SALZER: Hartmut Mayerhoffer ist sehr akribisch, egal ob bei der Trainingsvorbereitung oder beim Video. Er ist ein sehr umgänglicher Typ, zu Scherzen aufgelegt und relativ locker. Jeder im Team kann gut mit ihm, und das ist auch wichtig. Er fördert das auch. Er hört in die Mannschaft rein, redet viel mit den Spielern und nimmt die Stimmung auf. Er ist genau der Typ, den wir gebraucht haben. Ein Diktator, der von oben alles dirigiert, würde nicht zu uns passen.

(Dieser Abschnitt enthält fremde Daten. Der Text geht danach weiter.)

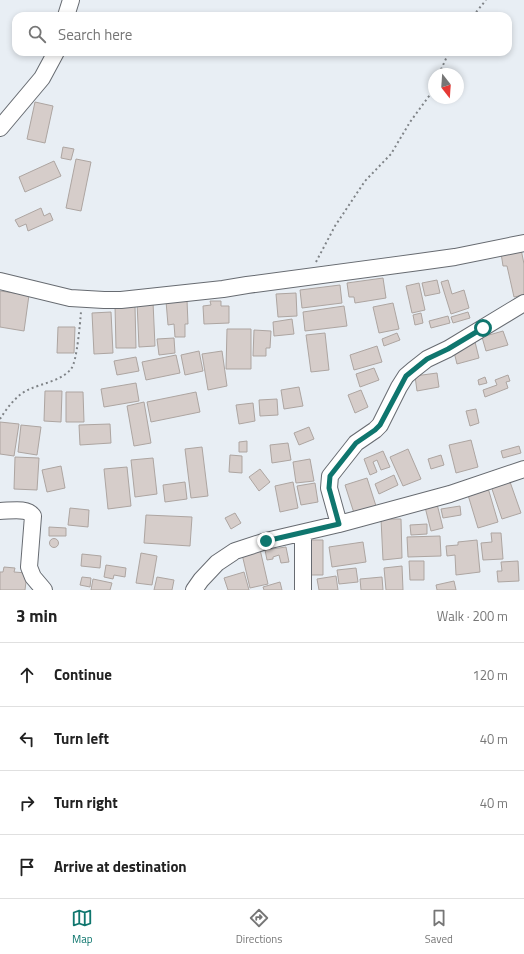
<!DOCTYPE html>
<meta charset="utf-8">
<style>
body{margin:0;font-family:"Titillium Web",sans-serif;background:#f2f2f2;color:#222}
.compass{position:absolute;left:428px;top:68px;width:36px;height:36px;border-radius:50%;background:#fff;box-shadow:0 2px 6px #0003;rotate:163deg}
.stop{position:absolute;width:12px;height:12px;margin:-9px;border:3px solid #0f766e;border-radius:50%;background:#fff}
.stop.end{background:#0f766e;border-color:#fff;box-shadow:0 1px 4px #0008}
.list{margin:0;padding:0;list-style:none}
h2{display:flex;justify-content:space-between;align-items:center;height:52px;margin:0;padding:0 16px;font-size:17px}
h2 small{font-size:13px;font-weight:400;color:#767676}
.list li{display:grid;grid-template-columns:26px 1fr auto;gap:12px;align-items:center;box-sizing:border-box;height:64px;padding:0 16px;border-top:1px solid #e0e0e0}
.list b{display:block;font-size:15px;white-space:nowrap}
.list em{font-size:13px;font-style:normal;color:#767676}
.icon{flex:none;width:22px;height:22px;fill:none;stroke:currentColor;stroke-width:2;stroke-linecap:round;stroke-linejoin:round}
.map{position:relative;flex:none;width:524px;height:590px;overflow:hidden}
.search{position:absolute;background:#fff;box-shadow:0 2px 6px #0003;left:12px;right:12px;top:12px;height:44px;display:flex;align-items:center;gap:10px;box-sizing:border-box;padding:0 14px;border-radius:12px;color:#767676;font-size:15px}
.sheet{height:308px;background:#fff}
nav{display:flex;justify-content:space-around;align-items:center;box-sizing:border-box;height:56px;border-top:1px solid #e0e0e0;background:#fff;font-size:11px;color:#767676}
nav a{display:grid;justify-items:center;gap:2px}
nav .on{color:#0f766e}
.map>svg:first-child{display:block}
</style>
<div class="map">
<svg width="524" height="590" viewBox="0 0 524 590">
<rect width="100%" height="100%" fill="#e8eef4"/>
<path fill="#d6cdca" stroke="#ada5a1" d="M35,102L53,106L45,143L27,139Z
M63,147L74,149L71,160L61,158Z
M76,159L91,162L81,211L66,208Z
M54,161L61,176L25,192L19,177Z
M41,208L44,216L50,213L53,220L28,231L26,224L19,227L15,220Z
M521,249L524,264V295L514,297L507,266H503L501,253Z
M383,278L386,298L355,303L354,297H349L347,283Z
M437,280L440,293L425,296L422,283Z
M448,280L452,294L464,290L469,308L451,314L441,282Z
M419,283L425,310L412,313L406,286Z
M340,285L342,303L302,308L300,290Z
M0,291L29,295L24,331L0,327Z
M296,293L297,316L278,317L276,294Z
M187,300L188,324H185V337H175L174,324L168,325L166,301Z
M210,301H221V306H229V323L204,324L203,306L211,305Z
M137,302H153L155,346L139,347Z
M393,303L399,329L379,333L373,307Z
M115,306H135L136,348H116Z
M344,306L347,326L305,331L303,312Z
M111,312L113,353L94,354L92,313Z
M468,312L470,318L453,323L451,317Z
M421,313L423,323L415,325L413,315Z
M448,316L450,323L431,328L429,321Z
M292,319L294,334L274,336L273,322Z
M58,327H75L74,353H57Z
M227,329H251V369H226Z
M254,330L271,331L270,348H266V356H253Z
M503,331L508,345L486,351L482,337Z
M325,333L329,370L311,372L306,335Z
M397,333L400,340L384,346L382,339Z
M174,338L175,353L159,355L157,339Z
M475,342L479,358L457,364L453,348Z
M377,346L382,362L354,370L350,355Z
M199,351L203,371L185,375L181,355Z
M222,351L227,386L208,390L202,354Z
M176,355L180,373L146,380L142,362Z
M136,357L139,371L117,375L114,361Z
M374,368L379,380L360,387L356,374Z
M437,373L439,387L417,391L415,376Z
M508,375L510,381L506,382L508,388L485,397L483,390L497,385L495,380Z
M485,377L487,383L479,385L478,380Z
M136,383L139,401L104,407L101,389Z
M299,387L303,406L284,409L281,390Z
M361,390L368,407L355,413L348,395Z
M45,391H62L61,422L44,421Z
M66,392H83L84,422H66Z
M196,392L200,412L151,422L147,402Z
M277,399L278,415L260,416L259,400Z
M144,402L151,443L134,446L127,406Z
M253,403L255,421L239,424L236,405Z
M476,409L479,423L470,426L466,411Z
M0,422L19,424L14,456L0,454Z
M110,424L111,443L80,445L79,425Z
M21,425L41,427L37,455L18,452Z
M309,427L314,439L299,445L294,433Z
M471,440L478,467L456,473L449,445Z
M247,441V452H239V442Z
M288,443L291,460L272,463L270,445Z
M519,446L521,453L503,458L501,451Z
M202,447L208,496L191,498L185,449Z
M408,449L421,479L403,486L390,457Z
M383,451L390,467L381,470L377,460L373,462L377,472L370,475L364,459Z
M230,455L242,456V473L229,472Z
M441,455L444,465L431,469L428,459Z
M15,457L39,458L37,490L14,489Z
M153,458L157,494L135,497L131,460Z
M310,459L314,481L296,483L293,462Z
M61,466L65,488L47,492L42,470Z
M127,467L131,506L108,509L104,469Z
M260,469L270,482L259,491L249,477Z
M394,475L398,485L379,494L375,484Z
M367,478L376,506L354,513L345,485Z
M509,479L521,513L502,519L491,486Z
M185,482L187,499L165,502L163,485Z
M293,482L298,508L280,512L275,486Z
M315,483L318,502L301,505L297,486Z
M488,488L498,522L478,528L468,495Z
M437,504L443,528L431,531L425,507Z
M460,506L461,515L443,518L441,509Z
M70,508L89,510L88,527L68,525Z
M235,513L241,523L231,529L225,518Z
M146,515L192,517L190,546L144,543Z
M381,519H401L402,558L383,560Z
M427,524V534L411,535L410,525Z
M49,527L66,528V536H49Z
M491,533H501L503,559L483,560L481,543L492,542Z
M440,536L441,556L408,557L407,537Z
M49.5 543a4.5 4.5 0 1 1 9 0a4.5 4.5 0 1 1-9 0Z
M307,540H323V575H306Z
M477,540L480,572L456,575L455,555L447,556L446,546L458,545V542Z
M363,542L366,562L332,567L329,547Z
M259,545L268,584L250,588L241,550Z
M286,547L289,562L281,563L279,555L273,557V559L267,560L265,550Z
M141,553L157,556L152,585L136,583Z
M82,554L101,556L100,568L81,566Z
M409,561H424V580H410Z
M518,561L519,581L498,582L497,571H502L501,562Z
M106,565L126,568L125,577L114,575L113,579L104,577Z
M402,566L403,590H386L384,568Z
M4,567L15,568L14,572L27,573L25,590H0V572H3Z
M356,568L358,582L339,584L337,570Z
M244,572L249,590H228L224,578Z
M336,576L338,590H319L317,579Z
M82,577L91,578L90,587L80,585Z
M157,577L174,580L172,590H154Z
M382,577L383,590H361L360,579Z
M93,579L112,583L110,590H91Z
M454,581L456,590H437L436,585Z
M280,582L282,590H264L263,587Z"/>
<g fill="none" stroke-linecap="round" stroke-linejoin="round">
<g stroke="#676b71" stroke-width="18">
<path id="minor" d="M66,16L71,0
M0,128L42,78L56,52
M0,281L70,298L104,300H121L223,289L247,285L419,262L455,257L524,243
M0,511C10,511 27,507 33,516L29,567L33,577L44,590
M339,524L329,488L330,476L356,443L375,430L380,425L399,387L406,376L413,370L427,359L448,349L524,303
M194,590L201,580L217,563L235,551L266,541L339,524L450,494L524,469
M303,590V533"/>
</g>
<path stroke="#7f8387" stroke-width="2" stroke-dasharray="2 3" stroke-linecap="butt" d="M473,16L486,0
M439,74L449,52
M316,262L335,226L365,181L391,154L410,122L432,92L434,86
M0,419C7,408 17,394 30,389C43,383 61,381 71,369C77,362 80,323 81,312"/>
<use href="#minor" stroke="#fff" stroke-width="16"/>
</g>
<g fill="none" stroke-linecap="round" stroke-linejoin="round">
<path stroke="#0f766e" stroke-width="5" d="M266,541L339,524L329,488L330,476L356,443L375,430L380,425L406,376L427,359L448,349L483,328"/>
</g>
</svg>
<svg class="compass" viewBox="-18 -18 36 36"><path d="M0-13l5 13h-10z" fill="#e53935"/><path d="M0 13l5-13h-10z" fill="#767676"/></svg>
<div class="stop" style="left:483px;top:328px"></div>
<div class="stop end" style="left:266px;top:541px"></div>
<div class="search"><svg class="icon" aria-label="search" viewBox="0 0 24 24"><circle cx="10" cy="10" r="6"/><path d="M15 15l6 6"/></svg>Search here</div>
</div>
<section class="sheet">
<h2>3 min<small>Walk · 200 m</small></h2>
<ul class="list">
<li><svg class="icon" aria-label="ahead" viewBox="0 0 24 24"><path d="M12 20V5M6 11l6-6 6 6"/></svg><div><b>Continue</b></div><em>120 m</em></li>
<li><svg class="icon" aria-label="left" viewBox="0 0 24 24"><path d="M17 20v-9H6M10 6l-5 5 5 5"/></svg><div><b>Turn left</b></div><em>40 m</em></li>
<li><svg class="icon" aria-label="right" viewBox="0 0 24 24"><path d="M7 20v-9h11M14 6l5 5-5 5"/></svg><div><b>Turn right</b></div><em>40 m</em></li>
<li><svg class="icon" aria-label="arrive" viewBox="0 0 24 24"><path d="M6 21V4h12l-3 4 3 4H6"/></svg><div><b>Arrive at destination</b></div></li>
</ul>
</section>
<nav>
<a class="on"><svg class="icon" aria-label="map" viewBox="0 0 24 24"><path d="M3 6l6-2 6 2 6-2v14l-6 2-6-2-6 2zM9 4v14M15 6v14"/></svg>Map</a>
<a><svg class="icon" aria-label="directions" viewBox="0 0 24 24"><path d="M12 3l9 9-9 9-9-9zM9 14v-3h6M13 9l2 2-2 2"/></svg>Directions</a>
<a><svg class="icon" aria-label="saved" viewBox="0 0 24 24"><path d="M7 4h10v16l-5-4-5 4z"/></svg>Saved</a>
</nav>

Zur Person vom 3. Mai 2014

Timo Salzer spielte zwischen 2006 und 2010 für die HSG Wetzlar in der Ersten Bundesliga und bestritt in dieser Zeit auch elf Länderspiele für die deutsche Handball-Nationalmannschaft. Sein größter Erfolg war der EM-Titel 2004 mit den DHB-Junioren. Der gebürtige Bietigheim-Bissinger wechselte 2012 zur SG BBM. Er wohnt in Löchgau, ist verheiratet mit Kathrin und hat zwei Kinder, Vesna (3) und Tian (1).